Before you scroll
Key terms in this case study
E-commerce and data tooling use shorthand that business readers may not share. These definitions match how the analysis uses each idea.
- Olist & marketplace
- Olist is a Brazilian e-commerce dataset of orders, sellers, products, and reviews — used here as a stand-in for a multi-seller marketplace. A seller is a merchant fulfilling orders; the platform tracks their dispatch timing and customer feedback.
- Dispatch & carrier handoff
- Dispatch delay is days from order approval to when the package reaches the carrier. Late handoff means the seller missed an internal window (e.g. >3 days to carrier). That is upstream of last-mile delivery — it is a seller-operations metric.
- SLA
- A formal or informal commitment on how fast sellers must ship or how fast orders must arrive. Here, SLAs are used as operating rules (e.g. two-day dispatch for high-risk sellers), not legal text.
- Freight-to-price ratio
- Shipping cost ÷ item price for each order line. When this ratio is high, shipping eats margin — the “loss zone” flags lines where freight is ≥80% of the item price.
- Snowflake & Power BI
- Snowflake is a cloud data warehouse where SQL runs on large tables. Power BI is the reporting layer: dashboards and KPIs for executives. The case study flows warehouse SQL → metrics → Power BI narrative.

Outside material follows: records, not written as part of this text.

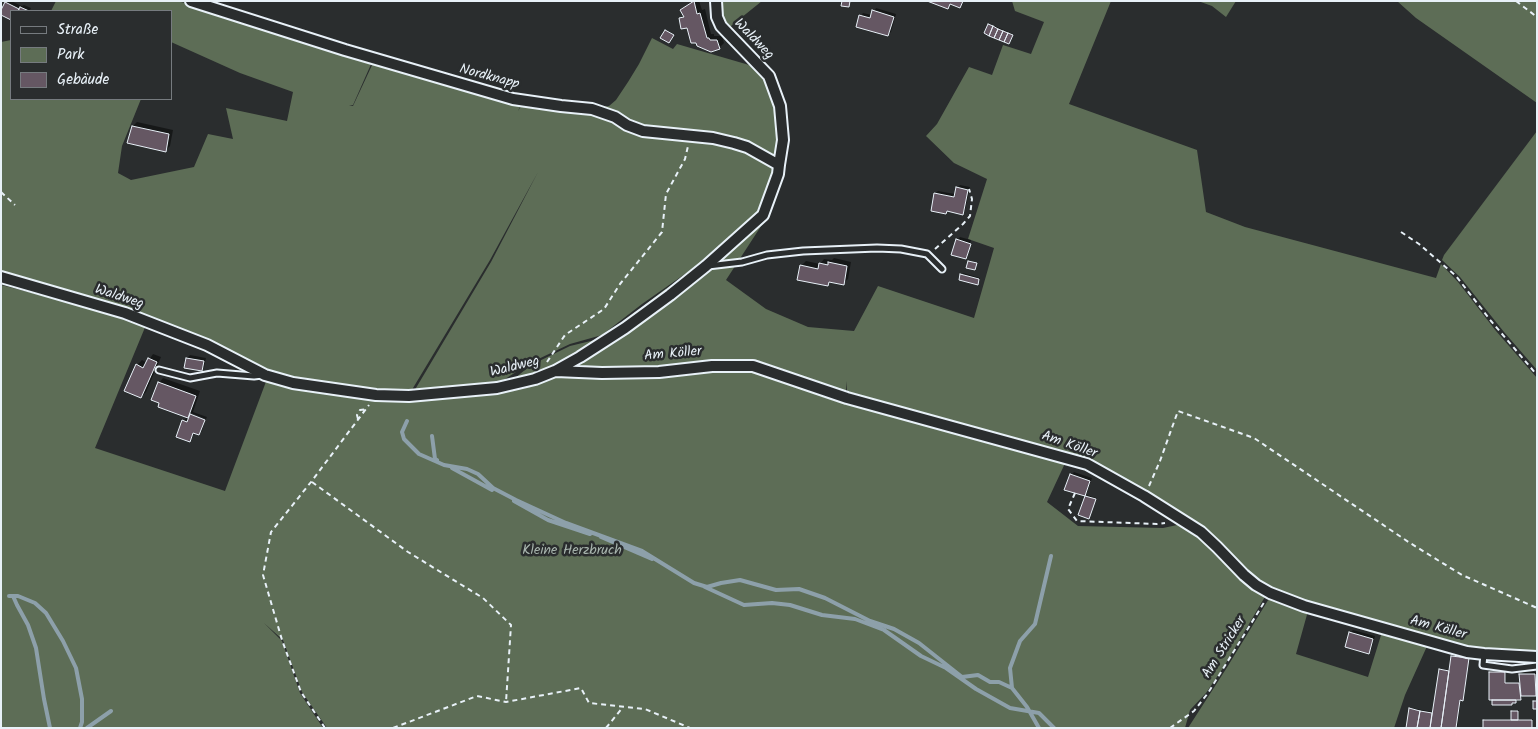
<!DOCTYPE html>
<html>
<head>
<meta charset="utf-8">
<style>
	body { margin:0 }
	#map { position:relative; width:1538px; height:729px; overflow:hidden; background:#2a2d2e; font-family:Kalam,sans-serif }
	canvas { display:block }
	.frame { position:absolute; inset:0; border:2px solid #e8f1f8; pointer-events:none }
	.legend { position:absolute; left:10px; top:10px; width:162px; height:90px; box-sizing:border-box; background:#2a2d2e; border:1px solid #767b7f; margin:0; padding:6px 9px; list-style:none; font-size:15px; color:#e8f1f8 }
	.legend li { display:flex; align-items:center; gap:10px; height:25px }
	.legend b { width:25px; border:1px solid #767b7f }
</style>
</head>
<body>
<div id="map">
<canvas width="1538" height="729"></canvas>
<div class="frame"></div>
<ul class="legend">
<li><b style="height:6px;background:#2a2d2e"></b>Straße</li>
<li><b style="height:14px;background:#5d6d56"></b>Park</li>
<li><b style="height:14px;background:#655763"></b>Gebäude</li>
</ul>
</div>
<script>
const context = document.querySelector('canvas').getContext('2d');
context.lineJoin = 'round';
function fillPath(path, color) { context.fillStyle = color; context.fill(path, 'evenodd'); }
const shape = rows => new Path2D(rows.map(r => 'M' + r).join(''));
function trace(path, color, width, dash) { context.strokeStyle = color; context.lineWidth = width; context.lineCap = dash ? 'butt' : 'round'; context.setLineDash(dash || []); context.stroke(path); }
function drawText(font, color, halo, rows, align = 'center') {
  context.font = font + ' Kalam,sans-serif'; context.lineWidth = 5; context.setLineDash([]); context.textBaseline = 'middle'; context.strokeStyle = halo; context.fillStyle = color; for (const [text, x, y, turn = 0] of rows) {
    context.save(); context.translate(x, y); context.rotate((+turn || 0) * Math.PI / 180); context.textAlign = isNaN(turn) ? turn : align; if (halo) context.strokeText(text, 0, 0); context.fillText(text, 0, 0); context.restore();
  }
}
fillPath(shape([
	[56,1,176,1,190,4,372,62,353,105,349,105,353,106,373,63,432,80,522,102,518,111,523,103,592,111,591,106,602,107,609,106,616,100,628,82,639,64,652,38,673,49,677,44,756,67,765,77,778,107,780,141,767,217,726,280,766,309,808,327,854,331,878,286,974,318,994,248,968,239,987,179,954,163,926,136,937,124,969,67,992,75,1003,45,1031,54,1044,22,1015,11,1012,1,1111,1,1069,104,1197,150,1206,212,1245,227,1436,278,1441,264,1458,282,1496,331,1537,378,1537,653,1488,651,1458,647,1351,618,1287,598,1270,590,1257,582,1246,573,1204,530,1143,492,1088,461,847,395,847,381,845,400,998,442,1067,459,1047,502,1078,526,1163,528,1182,524,1216,549,1243,576,1266,595,1223,668,1206,693,1190,710,1185,728,327,728,302,692,283,640,264,623,282,641,300,693,323,728,1,728,1,285,123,316,146,325,95,448,225,491,267,379,292,385,325,389,356,395,409,400,450,398,498,392,531,365,570,346,603,338,664,290,704,263,702,262,642,304,602,335,570,344,532,362,497,384,413,393,491,262,538,172,490,260,410,393,358,390,294,381,259,369,209,343,126,309,1,272,1,42,11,40,11,99,141,99,122,146,118,173,131,180,194,167,208,134,233,139,226,108,287,121,293,92,240,73,171,42,171,11,51,11],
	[718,1,762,1,726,30,720,17],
	[1198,1,1236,1,1226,17,1212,6],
	[1397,1,1537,1,1537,103,1416,18],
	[1537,131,1537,370,1504,332,1460,277,1442,260,1444,255],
	[1270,597,1308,611,1296,654,1368,677,1382,632,1428,644,1405,695,1394,728,1188,728,1226,669]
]), '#5d6d56');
fillPath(shape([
	[8,1,11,1,22,6,24,5,31,8,30,10,32,11,11,11,11,19,1,14],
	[692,1,699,1,702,10,705,9,711,34,714,34,714,36,722,36,724,43,719,48,680,19,685,14,681,10],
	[876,8,896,14,891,32,888,35,861,16,863,13,872,15],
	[990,24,1013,34,1010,42,989,25],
	[137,122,173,130,170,146,165,151,133,126],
	[960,185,970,187,965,210,962,213,948,210,946,213,935,194,938,191,955,194,957,188],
	[960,237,971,240,966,256,968,256,966,258,957,240],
	[834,258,851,262,848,279,843,283,832,281,828,285,801,266,806,261,820,264,824,259,832,260],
	[963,273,980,278,978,283,977,284,960,279],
	[153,354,161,357,146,392,141,397,137,365,142,360,147,363],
	[190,355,206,358,204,367,201,370,187,358],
	[163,378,200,391,193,412,207,417,206,419,191,413,191,416,205,421,202,431,199,434,195,432,190,441,183,421,187,417,159,383],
	[1074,472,1092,478,1087,492,1084,495,1071,475],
	[1087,495,1096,498,1089,518,1080,515],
	[1353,630,1375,636,1371,650,1368,652,1350,633],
	[1454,655,1469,657,1464,698,1461,699,1457,728,1408,728,1411,708,1433,712,1440,670,1441,669,1450,670],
	[1492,671,1506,671,1506,683,1521,682,1520,675,1523,672,1537,672,1537,693,1535,694,1521,695,1520,699,1517,699,1512,704,1491,672],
	[1513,710,1519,710,1519,719,1533,719,1533,728,1484,728,1485,719,1512,719]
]), '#0007');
trace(shape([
	[407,421,402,432,404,439,419,454,444,465,467,469,478,474,493,488,516,500,566,523,642,551,694,583,707,587,721,583,740,580,776,590,799,589,825,598,870,621,894,629,919,643,962,677,978,675,990,682,999,682,1012,688,1027,707,1039,728],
	[432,436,435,459,437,460],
	[452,468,492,490],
	[514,501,548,520,590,534],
	[601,537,652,559],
	[705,587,744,605,772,603,790,605,822,615,855,619,884,630,921,656,946,668,976,689,1010,708,1039,713,1054,728],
	[9,596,18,596,35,603,46,613,63,641,76,668,82,699,82,722,80,728],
	[13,596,17,605,28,625,36,648,44,699,50,728],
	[1012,688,1010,668,1020,641,1035,624,1051,556],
	[87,728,111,711]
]), '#8da0aa', 4);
const building = shape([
	[694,1,697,14,700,13,707,38,709,38,710,40,717,40,720,49,711,52,697,46,696,43,691,43,687,28,681,29,679,18,684,17,680,10,694,1],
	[842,1,850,1,849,7,841,6,842,1],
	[927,1,963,1,960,8,950,4,948,9,927,1],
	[5,2,19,9,18,11,11,11,11,20,1,15,1,10,5,2],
	[20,7,29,11,18,11,20,7],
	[872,10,894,17,888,36,856,27,859,15,870,18,872,10],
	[988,24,993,26,989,36,984,33,988,24],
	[993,26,998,29,994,38,989,36,993,26],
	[998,29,1003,31,999,40,994,38,998,29],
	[665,30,674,35,669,43,660,38,665,30],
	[1003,31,1008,33,1004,42,999,40,1003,31],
	[1008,33,1013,35,1009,44,1004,42,1008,33],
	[132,126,169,134,166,152,127,143,132,126],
	[956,187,968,190,963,215,947,211,946,214,931,211,934,193,954,197,956,187],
	[956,239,971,244,966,259,951,255,956,239],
	[968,261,977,263,975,270,966,268,968,261],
	[828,262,847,266,844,285,829,282,828,286,797,280,800,265,818,269,819,263,828,265,828,262],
	[960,274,979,279,978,285,959,280,960,274],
	[148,358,157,362,141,398,124,391,136,364,143,368,148,358],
	[186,358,204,361,202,371,184,368,186,358],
	[158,382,196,396,188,418,158,407,159,403,151,400,158,382],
	[190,414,205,420,199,435,193,433,190,442,176,437,182,420,187,422,190,414],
	[1070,474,1090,481,1085,496,1064,490,1070,474],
	[1085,496,1096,499,1089,519,1078,515,1085,496],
	[1349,632,1373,639,1369,654,1345,647,1349,632],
	[1451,656,1469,658,1463,701,1460,700,1456,728,1441,728,1451,656],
	[1439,669,1449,671,1441,728,1430,728,1439,669],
	[1489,672,1505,672,1505,683,1519,683,1521,700,1489,700,1489,672],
	[1519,674,1535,674,1536,696,1521,696,1519,674],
	[1492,700,1516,700,1516,703,1512,703,1512,705,1492,705,1492,700],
	[1533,701,1537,701,1537,709,1533,709,1533,701],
	[1409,708,1420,711,1417,728,1406,728,1409,708],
	[1420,711,1432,713,1430,728,1417,728,1420,711],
	[1511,711,1518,711,1518,720,1511,720,1511,711],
	[1483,720,1532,720,1532,728,1483,728,1483,720]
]);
fillPath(building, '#655763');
trace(building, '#e8f1f8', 1);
const service = shape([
	[708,266,742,262,767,255,803,251,877,248,901,249,927,254,942,269],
	[159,370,190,378,217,373,254,376,262,375],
	[1484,654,1483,665,1512,669,1537,666]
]);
const minor = shape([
	[191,1,345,50,513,99,561,106,592,109,615,117,627,125,643,131,713,138,734,143,747,147,779,165],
	[1,277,125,313,207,345,265,375,293,383,376,395,409,396,497,388,535,379,555,371,580,357,625,328,670,295,706,266,763,215,778,174,779,165,783,140,780,106,769,76,721,26,717,17,716,1],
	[556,371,602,373,659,372,712,366,753,366,847,398,1087,464,1144,496,1201,532,1217,547,1244,575,1256,585,1270,593,1304,606,1467,652,1484,654,1537,657]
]);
trace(service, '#e8f1f8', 9);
trace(minor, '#e8f1f8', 14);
trace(shape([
	[1516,1,1537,17],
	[1,192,15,205],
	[1401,232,1419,244,1456,276,1491,321,1537,375],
	[935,249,963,224,970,216,972,199,969,189],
	[547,362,565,335,604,309,620,284,662,232,666,194,685,159,688,146],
	[358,419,357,415,360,410,367,409],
	[312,482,408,552,483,598,511,625,506,702],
	[1149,486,1160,461,1178,411,1254,438,1410,543,1462,575,1537,608],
	[1075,493,1068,509,1077,521,1157,524,1165,523],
	[325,728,301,692,282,640,263,575,271,532,311,482,369,405],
	[393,728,477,696,506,702,581,688,589,703,645,709,690,728],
	[606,728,623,707],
	[1170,728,1194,711,1208,693,1265,601]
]), '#e8f1f8', 2, [5, 4]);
trace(service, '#2a2d2e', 5);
trace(minor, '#2a2d2e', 10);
drawText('14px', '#e8f1f8', '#2a2d2e', [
	["Waldweg",753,40,46],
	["Nordknapp",489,78,15],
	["Waldweg",119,298,18],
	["Am Köller",673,355,-5],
	["Waldweg",515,368,-14],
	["Am Köller",1069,446,19],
	["Am Köller",1438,629,15],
	["Am Stricker",1225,648,-58]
]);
drawText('14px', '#a9b6af', '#2a2d2e', [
	["Kleine Herzbruch",572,552]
]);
</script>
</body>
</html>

- Seller risk tiers (High / Standard / Premium)
- Clusters derived from dispatch and late-handoff behaviour (see Scikit-Learn in the hero). High Risk sellers systematically miss timing; Premium meet expectations. Tiers drive differentiated actions — not one-size-fits-all penalties.
A 60-hour end-to-end analysis on Olist marketplace tables: 99,441 orders and 3,095 sellers. The work connects warehouse SQL to a decision story: where sellers break delivery promises, where freight erodes margin, and how lateness hits review scores — then packages that in Power BI for leadership.
Operational leakage and customer dissatisfaction show up in structured data (timestamps, prices, ratings) before they show up in board decks. The executive summary KPIs below are the “so what” before the deep dives: risk concentration, satisfaction gap, margin exposure, and service recovery opportunity.
Evidence — headline KPIs
Executive summary
Built a 60-hour, end-to-end analysis on the Olist marketplace tables covering 99,441 orders and 3,095 sellers to reduce operational leakage, protect profit margins, and improve delivery outcomes. I translated SQL + statistics into a decision-ready Power BI narrative by combining dispatch KPIs, seller risk tiers, freight economics ratios, and delivery-delay intelligence.
21.4%
Sellers Are High Risk
287 of 1,343 consistently break the delivery promise
46.2%
1-Star Rate When Late
vs 6.6% for on-time, a 7× satisfaction gap
6.1%
Items in Freight Loss Zone
Shipping cost ≥ 80% of item price, margin at risk
+1.72★
Score Gap: Late vs On-Time
2.57 → 4.29 avg review score, fixable with dispatch SLA
Which sellers are breaking the delivery promise?
Seller risk tiersSellers with at least 10 delivered orders were scored on dispatch delay and late handoff to the carrier. They were grouped into High Risk, Standard, and Premium tiers so operations can prioritise enforcement and incentives differently — not a single global average.
Roughly one in five qualified sellers sits in the High Risk bucket. That concentration means marketplace policy (SLAs, fees, visibility) can target a known subset instead of punishing the whole seller base.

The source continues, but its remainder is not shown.